Too little work or too much work could have a great impact on one’s job satisfaction. Staying on the same project for too long/little could be a problem for somebody and a perk for somebody else. Anyway, it’s a feature worth considering. Let’s visualize the count of leaving people per number projects.

sns.countplot('number_project', hue='left', data=hra,palette=left_palette);

png

this graph, while it gives us the powerful insight of relatively more people leaving having done less than 3 projects or more than 5, doesn’t really give us much perspective. We wish to give such numbers more context, for example by taking into account the number of years an employee has worked at the company. 6 projects in 2 year is a whole different matter than 2 project in 6 years!
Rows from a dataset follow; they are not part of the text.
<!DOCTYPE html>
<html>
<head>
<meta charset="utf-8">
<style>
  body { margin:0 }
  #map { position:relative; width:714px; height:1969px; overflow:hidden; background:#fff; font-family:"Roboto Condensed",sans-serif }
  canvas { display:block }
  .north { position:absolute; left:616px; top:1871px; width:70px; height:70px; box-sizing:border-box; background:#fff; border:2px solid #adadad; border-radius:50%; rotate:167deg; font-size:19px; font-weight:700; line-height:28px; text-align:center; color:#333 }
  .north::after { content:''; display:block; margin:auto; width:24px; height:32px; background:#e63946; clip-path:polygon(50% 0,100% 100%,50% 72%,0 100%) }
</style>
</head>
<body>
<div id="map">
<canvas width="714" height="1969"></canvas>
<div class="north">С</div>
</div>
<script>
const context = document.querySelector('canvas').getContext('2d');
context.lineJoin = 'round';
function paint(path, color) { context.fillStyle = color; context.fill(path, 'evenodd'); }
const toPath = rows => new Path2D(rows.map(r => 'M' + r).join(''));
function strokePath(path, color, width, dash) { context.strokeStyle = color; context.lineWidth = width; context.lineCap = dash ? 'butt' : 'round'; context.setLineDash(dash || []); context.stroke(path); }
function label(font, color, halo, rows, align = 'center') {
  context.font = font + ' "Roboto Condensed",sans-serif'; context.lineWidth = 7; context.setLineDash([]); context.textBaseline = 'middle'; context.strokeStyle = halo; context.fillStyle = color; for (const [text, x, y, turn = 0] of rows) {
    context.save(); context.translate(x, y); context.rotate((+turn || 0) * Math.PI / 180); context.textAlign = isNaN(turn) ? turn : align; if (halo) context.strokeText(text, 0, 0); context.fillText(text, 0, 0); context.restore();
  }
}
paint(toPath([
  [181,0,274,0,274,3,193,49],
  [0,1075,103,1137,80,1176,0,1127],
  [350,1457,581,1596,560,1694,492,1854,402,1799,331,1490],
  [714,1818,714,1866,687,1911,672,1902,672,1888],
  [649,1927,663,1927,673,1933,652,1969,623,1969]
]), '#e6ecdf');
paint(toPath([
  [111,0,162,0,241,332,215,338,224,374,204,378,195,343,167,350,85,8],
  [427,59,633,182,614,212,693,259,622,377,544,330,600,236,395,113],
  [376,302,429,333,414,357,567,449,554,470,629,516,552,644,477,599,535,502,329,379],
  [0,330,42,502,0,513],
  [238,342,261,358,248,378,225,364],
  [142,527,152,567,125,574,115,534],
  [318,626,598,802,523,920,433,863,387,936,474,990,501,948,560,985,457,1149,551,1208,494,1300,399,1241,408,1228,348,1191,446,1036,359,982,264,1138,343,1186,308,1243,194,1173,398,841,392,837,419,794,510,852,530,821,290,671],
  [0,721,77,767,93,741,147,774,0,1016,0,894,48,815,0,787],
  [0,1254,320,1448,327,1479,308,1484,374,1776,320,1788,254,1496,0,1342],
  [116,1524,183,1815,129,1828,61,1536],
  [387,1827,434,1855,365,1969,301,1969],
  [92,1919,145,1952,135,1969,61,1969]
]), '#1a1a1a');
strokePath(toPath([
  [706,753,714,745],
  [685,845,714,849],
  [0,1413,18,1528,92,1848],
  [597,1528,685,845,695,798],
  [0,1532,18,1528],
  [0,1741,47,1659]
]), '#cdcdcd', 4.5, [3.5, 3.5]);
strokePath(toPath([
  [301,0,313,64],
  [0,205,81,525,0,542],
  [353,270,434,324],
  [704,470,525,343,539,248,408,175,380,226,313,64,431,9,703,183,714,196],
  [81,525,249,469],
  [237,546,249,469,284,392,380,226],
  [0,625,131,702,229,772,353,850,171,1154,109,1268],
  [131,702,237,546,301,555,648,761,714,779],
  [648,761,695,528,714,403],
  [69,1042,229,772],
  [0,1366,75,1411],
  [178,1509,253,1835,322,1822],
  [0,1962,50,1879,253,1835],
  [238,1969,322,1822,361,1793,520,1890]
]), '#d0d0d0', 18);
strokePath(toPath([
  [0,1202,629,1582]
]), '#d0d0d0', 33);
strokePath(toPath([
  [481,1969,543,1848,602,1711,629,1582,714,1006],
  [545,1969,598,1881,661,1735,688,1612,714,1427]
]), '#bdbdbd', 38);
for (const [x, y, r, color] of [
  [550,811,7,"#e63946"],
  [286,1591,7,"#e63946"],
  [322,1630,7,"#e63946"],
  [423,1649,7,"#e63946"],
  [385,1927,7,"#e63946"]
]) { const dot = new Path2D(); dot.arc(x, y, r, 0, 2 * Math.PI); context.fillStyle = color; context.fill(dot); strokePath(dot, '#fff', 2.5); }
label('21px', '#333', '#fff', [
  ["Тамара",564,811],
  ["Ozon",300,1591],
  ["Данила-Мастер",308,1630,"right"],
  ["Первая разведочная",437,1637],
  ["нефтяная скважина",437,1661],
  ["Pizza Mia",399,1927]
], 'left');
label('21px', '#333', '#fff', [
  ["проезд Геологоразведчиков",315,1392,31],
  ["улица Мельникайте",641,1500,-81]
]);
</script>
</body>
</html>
sns.factorplot("left", col="company_years",hue="number_project", col_wrap=4, data=hra, kind="count",size=4);

png

This one takes a moment to read. In chart i, we have the count of employees which spent i years at the company, divided into two set of bars depending on whether they left or didn’t. Each set of bars is colored with respect to the number of projects, referring to their order makes for a much easier read when looking at a single set whereas their colouring makes it fast to compare different charts.

A few interesting pattern emerges here. The second row of charts is quite useless since, as noted earlier, very few people leave after having spent 6 years at the company (and very few people seems to stay as well, but still enough to be able to make some assumptions). The first one is much more interesting.
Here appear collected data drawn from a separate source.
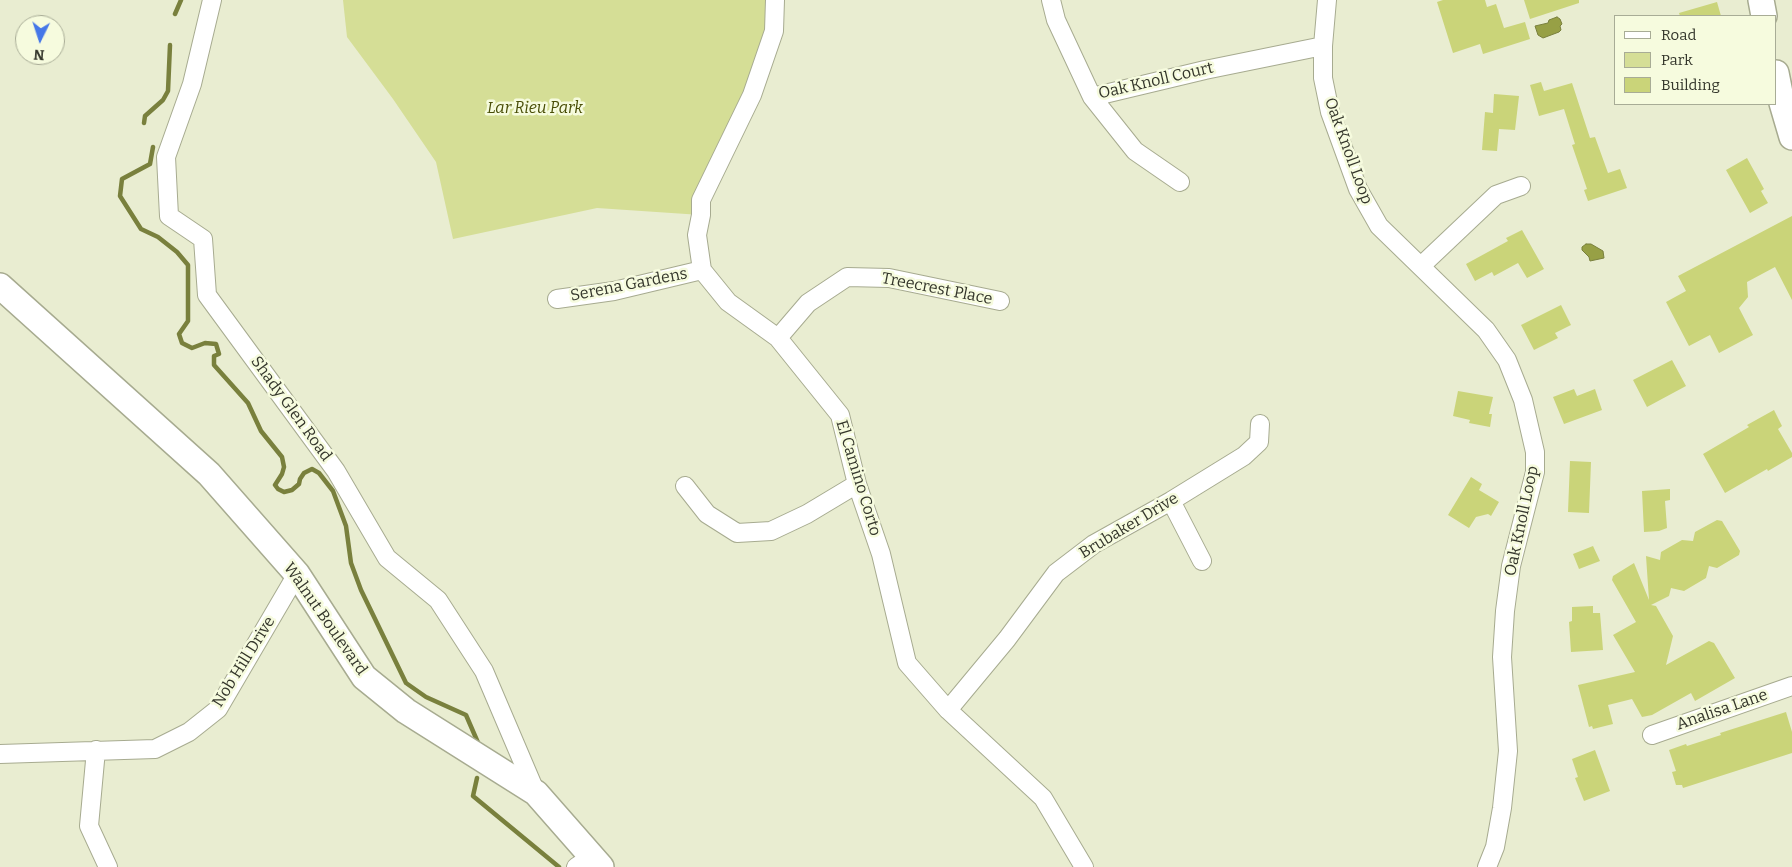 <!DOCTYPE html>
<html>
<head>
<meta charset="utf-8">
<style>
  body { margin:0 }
  #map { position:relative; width:1792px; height:867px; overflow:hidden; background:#e9edd1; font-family:Bitter,serif }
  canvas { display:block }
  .legend { position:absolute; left:1614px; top:15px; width:162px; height:90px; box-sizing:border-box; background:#f6fbde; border:1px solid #a8ac96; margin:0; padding:6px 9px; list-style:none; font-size:15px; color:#34362b }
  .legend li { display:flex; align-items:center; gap:10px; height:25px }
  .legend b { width:25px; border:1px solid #a8ac96 }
  .north { position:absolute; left:15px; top:15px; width:50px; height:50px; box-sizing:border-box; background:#f6fbde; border:1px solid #a8ac96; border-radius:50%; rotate:184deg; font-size:14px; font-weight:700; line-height:20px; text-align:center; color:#34362b }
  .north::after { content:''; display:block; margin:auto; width:18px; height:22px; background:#4577e8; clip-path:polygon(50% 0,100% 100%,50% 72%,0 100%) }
</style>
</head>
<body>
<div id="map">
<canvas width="1792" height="867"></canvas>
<ul class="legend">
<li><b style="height:6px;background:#fff"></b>Road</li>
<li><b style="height:14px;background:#d5de96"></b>Park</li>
<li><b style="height:14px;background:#cad479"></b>Building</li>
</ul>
<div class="north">N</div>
</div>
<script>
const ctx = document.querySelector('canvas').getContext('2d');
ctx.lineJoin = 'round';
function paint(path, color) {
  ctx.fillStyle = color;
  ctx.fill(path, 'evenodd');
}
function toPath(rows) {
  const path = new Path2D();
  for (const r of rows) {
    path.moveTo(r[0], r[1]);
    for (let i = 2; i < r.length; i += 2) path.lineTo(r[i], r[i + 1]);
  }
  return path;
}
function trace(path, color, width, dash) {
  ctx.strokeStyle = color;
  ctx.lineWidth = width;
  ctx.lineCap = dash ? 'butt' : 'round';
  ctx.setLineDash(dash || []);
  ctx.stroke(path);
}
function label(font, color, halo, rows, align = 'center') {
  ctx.font = font + ' Bitter,serif';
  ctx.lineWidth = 5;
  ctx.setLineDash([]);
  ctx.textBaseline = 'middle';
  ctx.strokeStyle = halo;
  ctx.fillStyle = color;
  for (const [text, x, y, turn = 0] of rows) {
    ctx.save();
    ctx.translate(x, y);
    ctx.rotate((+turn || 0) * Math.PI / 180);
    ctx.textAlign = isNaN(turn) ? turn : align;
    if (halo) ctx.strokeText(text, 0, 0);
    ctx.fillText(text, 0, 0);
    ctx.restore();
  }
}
paint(toPath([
  [343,0,775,0,774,31,701,215,597,208,453,239,436,162,393,99,347,37]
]), '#d5de96');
const water = toPath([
  [1557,17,1560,19,1562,24,1560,26,1561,30,1559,32,1543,38,1538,35,1535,26,1548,23,1549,20,1557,17],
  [1586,244,1591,244,1603,251,1604,258,1590,261,1589,257,1582,250,1582,247,1586,244]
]);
paint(water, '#97a045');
trace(water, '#79803d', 1);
trace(toPath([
  [175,14,181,0],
  [144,123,145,116,163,100,168,91,170,45],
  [153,147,150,164,122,179,120,196,141,229,158,237,177,252,188,265,188,321,179,334,182,343,192,348,205,343,216,344,219,354,214,356,214,365,248,403,261,431,282,457,284,467,282,474,275,485,278,489,284,492,292,490,299,484,300,479,304,473,312,469,319,473,333,491,346,526,351,563,361,590,406,683,426,697,466,715,479,745],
  [477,778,473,796,559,867]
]), '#79803d', 4.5);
paint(toPath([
  [1443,0,1485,0,1487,7,1496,4,1504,28,1525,22,1530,39,1483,54,1480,44,1453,53,1437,2],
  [1524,0,1579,0,1579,3,1530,19],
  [1717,2,1721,16,1680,16,1679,13],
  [1541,82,1544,91,1572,83,1590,138,1595,137,1608,173,1620,169,1627,188,1588,201,1584,190,1587,189,1572,145,1575,144,1564,109,1539,116,1530,85],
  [1494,94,1519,96,1515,130,1499,129,1497,151,1482,150,1485,112,1493,113],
  [1747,158,1764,189,1761,191,1768,203,1750,213,1726,170],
  [1792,216,1792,300,1775,267,1747,282,1748,297,1739,308,1753,335,1719,353,1710,335,1689,346,1666,302,1686,291,1678,276],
  [1522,230,1544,269,1527,278,1518,263,1494,276,1492,272,1475,281,1466,264,1508,241,1506,238],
  [1561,305,1571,325,1555,333,1558,338,1534,350,1521,325],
  [1672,360,1686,386,1647,407,1633,380],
  [1574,389,1577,396,1595,389,1602,410,1564,424,1553,397],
  [1458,391,1493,397,1489,414,1492,414,1490,427,1469,423,1470,420,1453,416],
  [1774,410,1782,426,1778,429,1792,453,1792,457,1768,471,1767,469,1725,493,1703,454,1749,427,1747,425],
  [1570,461,1591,462,1589,513,1568,512],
  [1471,477,1482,484,1479,490,1499,502,1491,516,1488,514,1476,517,1469,528,1448,515],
  [1670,489,1670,500,1665,501,1667,528,1659,531,1644,532,1642,491],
  [1717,520,1722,521,1740,551,1739,555,1717,568,1709,566,1706,578,1684,591,1671,588,1669,596,1651,605,1656,606,1673,636,1666,665,1709,641,1714,643,1735,678,1695,701,1691,693,1652,715,1642,717,1632,699,1608,705,1613,724,1593,729,1592,726,1589,727,1578,685,1635,672,1613,635,1636,622,1612,580,1613,576,1634,563,1649,600,1646,556,1660,560,1661,552,1682,540,1693,541,1695,532],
  [1593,546,1600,561,1579,569,1573,554],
  [1593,606,1593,613,1600,613,1603,650,1571,652,1569,622,1572,621,1572,607],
  [1786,712,1792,732,1792,753,1683,788,1682,785,1676,785,1672,772,1676,771,1669,750,1686,744,1687,746,1721,735,1720,733],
  [1595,750,1610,791,1584,801,1575,778,1578,777,1572,759]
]), '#cad479');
const street = toPath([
  [212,0,192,84,166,157,169,216,203,239,207,295,336,471,387,558,438,600,484,671,536,793],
  [775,0,774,31,752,95,701,200,701,215,697,235,702,270,728,302,778,338,840,415,857,484,881,554,907,663,948,710,1043,798,1084,867],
  [1051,0,1056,20,1092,97,1135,151,1180,182],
  [1327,0,1323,46,1323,78,1330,112,1358,189,1379,226,1486,330,1507,360,1523,400,1535,452,1535,472,1511,566,1505,611,1502,657,1508,751,1502,808,1495,847,1487,867],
  [1092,97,1205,70,1323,46],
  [1421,266,1496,195,1521,186],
  [557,299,614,291,702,270],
  [778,338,808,303,847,277,889,278,1000,301],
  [685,486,707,514,737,533,771,531,807,514,857,484],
  [1171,501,1202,561],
  [948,710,1007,639,1056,573,1094,544,1171,501,1244,456,1259,442,1260,424],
  [1652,735,1792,686],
  [96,750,89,826,108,867],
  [0,754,155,749,189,732,218,709,297,574],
  [576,867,591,857]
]);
const secondary = toPath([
  [1761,0,1764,16],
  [1776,73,1782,103,1792,137],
  [0,286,209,474,297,574,364,677,406,711,536,793,601,867]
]);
trace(street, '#a7ab90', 20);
trace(secondary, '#a7ab90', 28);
trace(street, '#fff', 18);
trace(secondary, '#fff', 25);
label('16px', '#34362b', '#f6fbde', [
  ["Oak Knoll Court",1156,81,-13],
  ["Oak Knoll Loop",1348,151,70],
  ["Serena Gardens",629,285,-11],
  ["Treecrest Place",937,289,11],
  ["Shady Glen Road",291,409,54],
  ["El Camino Corto",858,478,73],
  ["Oak Knoll Loop",1522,521,-78],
  ["Brubaker Drive",1129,526,-31],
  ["Walnut Boulevard",325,619,55],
  ["Nob Hill Drive",244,662,-58],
  ["Analisa Lane",1722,710,-19]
]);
label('italic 16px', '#494e07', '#f6fbde', [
  ["Lar Rieu Park",535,109]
]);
</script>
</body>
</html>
We can easily notice how the left set of bars of each chart has one/two different coloured bar/bars raising above all others. After the 3rd year, employees who only did 2 projects are more likely to leave. After the 4th, employees who did 6 to 7 projects are likely to leave (overworking?). After the 5th year, employees who did 4 to 5 projects are more likely. These are interesting observation even though at a first glance there doesn’t seem to be an obvious pattern going on, since we don’t get any sense of linearity from them. We observe the risky number of project as 2, then 6 / 7, then 4 / 5 which doesn’t seem to make much sense.

Let’s keep in mind that even observation who doesn’t quite make sense on their own could prove themselves useful once combined with other features or insights.

Conclusions

It was an interesting dataset. We were able to use our tools to discover some interesting patterns which could be a good starting point to further analyse the relationship and the correlations inside the dataset. We also explored some of the others features contained in the dataset but they didn’t seem to contain much information target-wise. This kind of discovery is also an accomplishment as it might help us cut out some of the noise to better focus on where the real information lies.
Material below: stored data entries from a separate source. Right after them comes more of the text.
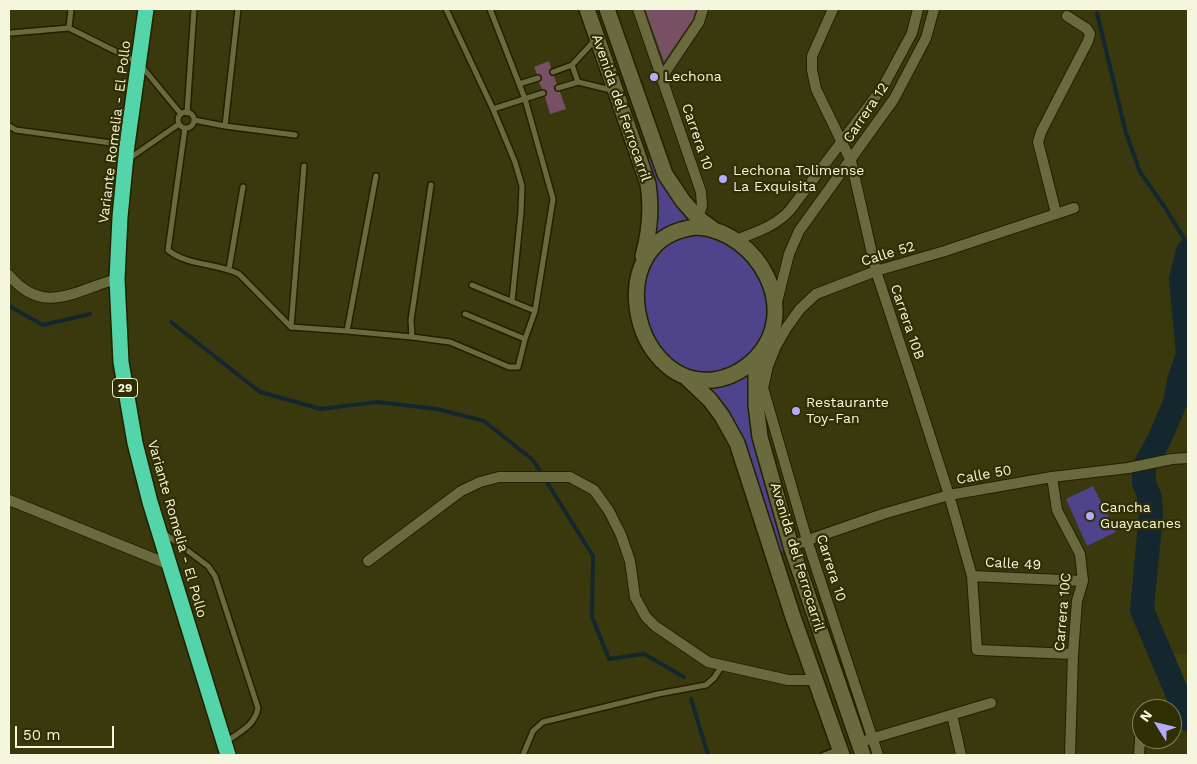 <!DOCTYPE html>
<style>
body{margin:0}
#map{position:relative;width:1197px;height:764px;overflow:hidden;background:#3a390e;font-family:"Work Sans",sans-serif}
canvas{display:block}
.frame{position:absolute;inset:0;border:10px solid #f5f6de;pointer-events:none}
.north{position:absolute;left:1132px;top:699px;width:50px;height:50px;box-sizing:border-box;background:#302f03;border:1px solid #7f7f5b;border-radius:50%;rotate:306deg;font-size:14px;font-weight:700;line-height:20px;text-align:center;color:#f5f6de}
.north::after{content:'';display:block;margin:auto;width:18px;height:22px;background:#b4acf9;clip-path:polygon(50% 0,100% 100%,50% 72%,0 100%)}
.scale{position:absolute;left:15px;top:726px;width:99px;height:22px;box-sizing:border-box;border:2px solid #f5f6de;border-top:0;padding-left:6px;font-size:15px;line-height:18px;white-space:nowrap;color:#f5f6de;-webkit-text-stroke:4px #302f03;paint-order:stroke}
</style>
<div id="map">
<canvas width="1197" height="764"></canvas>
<div class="frame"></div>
<div class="north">N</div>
<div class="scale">50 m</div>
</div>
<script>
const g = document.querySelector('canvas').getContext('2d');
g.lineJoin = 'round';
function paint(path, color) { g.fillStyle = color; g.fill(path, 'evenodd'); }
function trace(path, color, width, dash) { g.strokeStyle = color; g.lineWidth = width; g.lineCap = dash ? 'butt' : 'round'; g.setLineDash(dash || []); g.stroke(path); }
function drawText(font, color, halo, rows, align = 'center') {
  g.font = font + ' "Work Sans",sans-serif'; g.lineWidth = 4.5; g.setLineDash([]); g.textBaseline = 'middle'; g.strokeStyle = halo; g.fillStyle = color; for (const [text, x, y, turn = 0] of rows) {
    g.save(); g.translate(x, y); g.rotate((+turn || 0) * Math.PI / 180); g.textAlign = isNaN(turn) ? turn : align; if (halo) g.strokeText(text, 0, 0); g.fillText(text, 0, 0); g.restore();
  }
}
const built = new Path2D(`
 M1188 653V719L1167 672 1162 656Z`);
const green = new Path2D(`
 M658 155 673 187 763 269 771 332 756 405 791 546 774 556 731 431 673 369 638 316 649 233 641 161Z
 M1093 486 1116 532 1087 546 1066 499Z`);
const stream = new Path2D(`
 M1097 13 1126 133 1140 172 1164 206 1188 245
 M9 306 43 325 90 314
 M171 322 260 392 321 409 377 402 437 409 484 421 533 460 593 556 592 617 609 659 644 654 684 677
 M691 699 708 755`);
const river = new Path2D(`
 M1188 251 1181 279 1188 354 1179 381 1175 403 1158 442 1144 467V483L1150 498 1151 513 1142 610 1188 719`);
const building = new Path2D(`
 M645 9H696L693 19 664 62Z
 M549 61 551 68 549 73 551 76H554L557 84 554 87V90L560 92 566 109 550 114 545 97 547 94V91L542 89 539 82 542 79V76L537 74 534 67Z`);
const lane = new Path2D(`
 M71 9 69 28 139 63 181 114
 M446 9 493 109
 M11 33 69 28
 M572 65 578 82
 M553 72 572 65 595 40
 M519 84 538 78
 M558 88 578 82 611 90
 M178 120a8 8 0 1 1 16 0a8 8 0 1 1-16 0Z
 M187 113 194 9
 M194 120 225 126 238 9
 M9 126 16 130 126 145
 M225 126 295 135
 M185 128 168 250C187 266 217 263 239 274L291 327
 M130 158 179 124
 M304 166 291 327 347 331
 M376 176 347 331 412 337
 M431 185 411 320 412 337 450 342 509 367H518L525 339 535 311 553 199 525 99 490 9
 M229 269 243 187
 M472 285 535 311
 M512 301 521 212 522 186 515 162 493 109 543 93
 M465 314 525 339
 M164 533 208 566 215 576 258 708C255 725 240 732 227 741
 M523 755 533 731 543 722 658 694 706 685 714 678 722 666
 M824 755 837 750`);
const street = new Path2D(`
 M638 9 701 192 702 206 698 218
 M833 9 812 56V70L816 89 851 161 876 271 915 389 949 495 972 576 977 650 1073 654
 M662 77 699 22 703 9
 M1056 213 1038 142 1041 132 1088 41 1090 34 1087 29 1067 16
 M736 240C756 232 776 226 790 210L883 87 912 33 918 9
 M9 275C44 317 75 290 117 279
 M777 302 789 254 799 231 894 99 926 38 934 9
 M1052 477 1057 510 1080 554 1083 581 1077 601 1073 654 1070 755
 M9 500 170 565
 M791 546 883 514 949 495 1052 477 1128 468 1172 459 1188 458
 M368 561 461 491 480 482 499 477H570L594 490 609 511 621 535 630 561 635 597 646 617 655 626 708 662 788 680H816
 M972 576 1083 581
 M952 715 961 755
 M867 740 991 703
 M878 755 807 540 763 388 768 366 776 346 787 327 800 309 816 294 876 271 945 251 1074 208
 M1139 755 1141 723`);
const secondary = new Path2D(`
 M587 9 648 184C652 209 650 231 643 256
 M607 9 665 174 683 201 698 218 713 229
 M697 227C758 231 802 310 756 358 744 370 729 378 713 380 630 388 600 236 697 227Z
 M759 355 756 366V405L760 437 791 546 863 755
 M687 378 710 400 722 416 737 443 793 617 842 755`);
const highway = new Path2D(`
 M146 9 127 145 120 217 117 279 121 362 135 443 150 502 228 755`);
const markers = [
 [654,77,5,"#b4acf9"],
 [723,179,5,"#b4acf9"],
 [796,411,5,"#b4acf9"],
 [1090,516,5,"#b4acf9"]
];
const shields = [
 [125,388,25]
];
const shieldNames = [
 ["29",125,388]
];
const poiNames = [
 ["Lechona",664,77],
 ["Lechona Tolimense",733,171],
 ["La Exquisita",733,187],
 ["Restaurante",806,403],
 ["Toy-Fan",806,419],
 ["Cancha",1100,508],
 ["Guayacanes",1100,524]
];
const streetNames = [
 ["Avenida del Ferrocarril",621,108,71],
 ["Carrera 12",866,113,-56],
 ["Variante Romelia - El Pollo",115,132,-83],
 ["Carrera 10",697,137,71],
 ["Calle 52",888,254,-17],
 ["Carrera 10B",907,322,71],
 ["Calle 50",984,475,-10],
 ["Variante Romelia - El Pollo",177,529,74],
 ["Avenida del Ferrocarril",797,557,73],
 ["Calle 49",1013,564,3],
 ["Carrera 10",831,568,72],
 ["Carrera 10C",1063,612,-85]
];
paint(built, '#43420c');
paint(green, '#4f438b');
trace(stream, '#14272f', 4);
trace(river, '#14272f', 24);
paint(building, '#785064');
trace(lane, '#212001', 8);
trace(street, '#212001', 12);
trace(secondary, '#212001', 18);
trace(highway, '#212001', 18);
trace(lane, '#6a6a3f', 5);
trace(street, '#6a6a3f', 10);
trace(secondary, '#6a6a3f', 15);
trace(highway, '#53d4a9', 15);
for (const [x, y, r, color] of markers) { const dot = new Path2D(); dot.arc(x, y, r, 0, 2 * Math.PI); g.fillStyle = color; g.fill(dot); trace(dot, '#302f03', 2); }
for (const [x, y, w] of shields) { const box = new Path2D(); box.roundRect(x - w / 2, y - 9.5, w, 19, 4); g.fillStyle = '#302f03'; g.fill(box); trace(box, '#f5f6de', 1); }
drawText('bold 12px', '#f5f6de', null, shieldNames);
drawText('14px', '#f5f6de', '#302f03', poiNames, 'left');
drawText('14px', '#f5f6de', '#302f03', streetNames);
</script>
We were lucky enough to find a dataset which was moderately accessible as the context was of rather easy understanding, which allowed us to make some useful observation about which features were worth exploring first, which others could provide us with useful insight if combined, and so on. There are many other cases were the context and therefore the data isn’t this clear or this approachable and a lot more time must be spent to properly understand what we’re managing.

Obviously it helps to know what we’re dealing with and what we’re looking for even if nowadays tools are moving toward an approach that automatises even some of this processes. Some Machine Learning algorithm can be used to provide useful insights about data correlations but we plan to discuss that in a further post.

Our goal was to showcase the power of data visualization and we hope we satisfied that goal by providing a few valuable examples of how the way we shape and look at data makes all the difference in the world by turning a huge amount of numbers, strings and bytes into a better understanding of our world. If that’s not fascinating, I don’t know what is.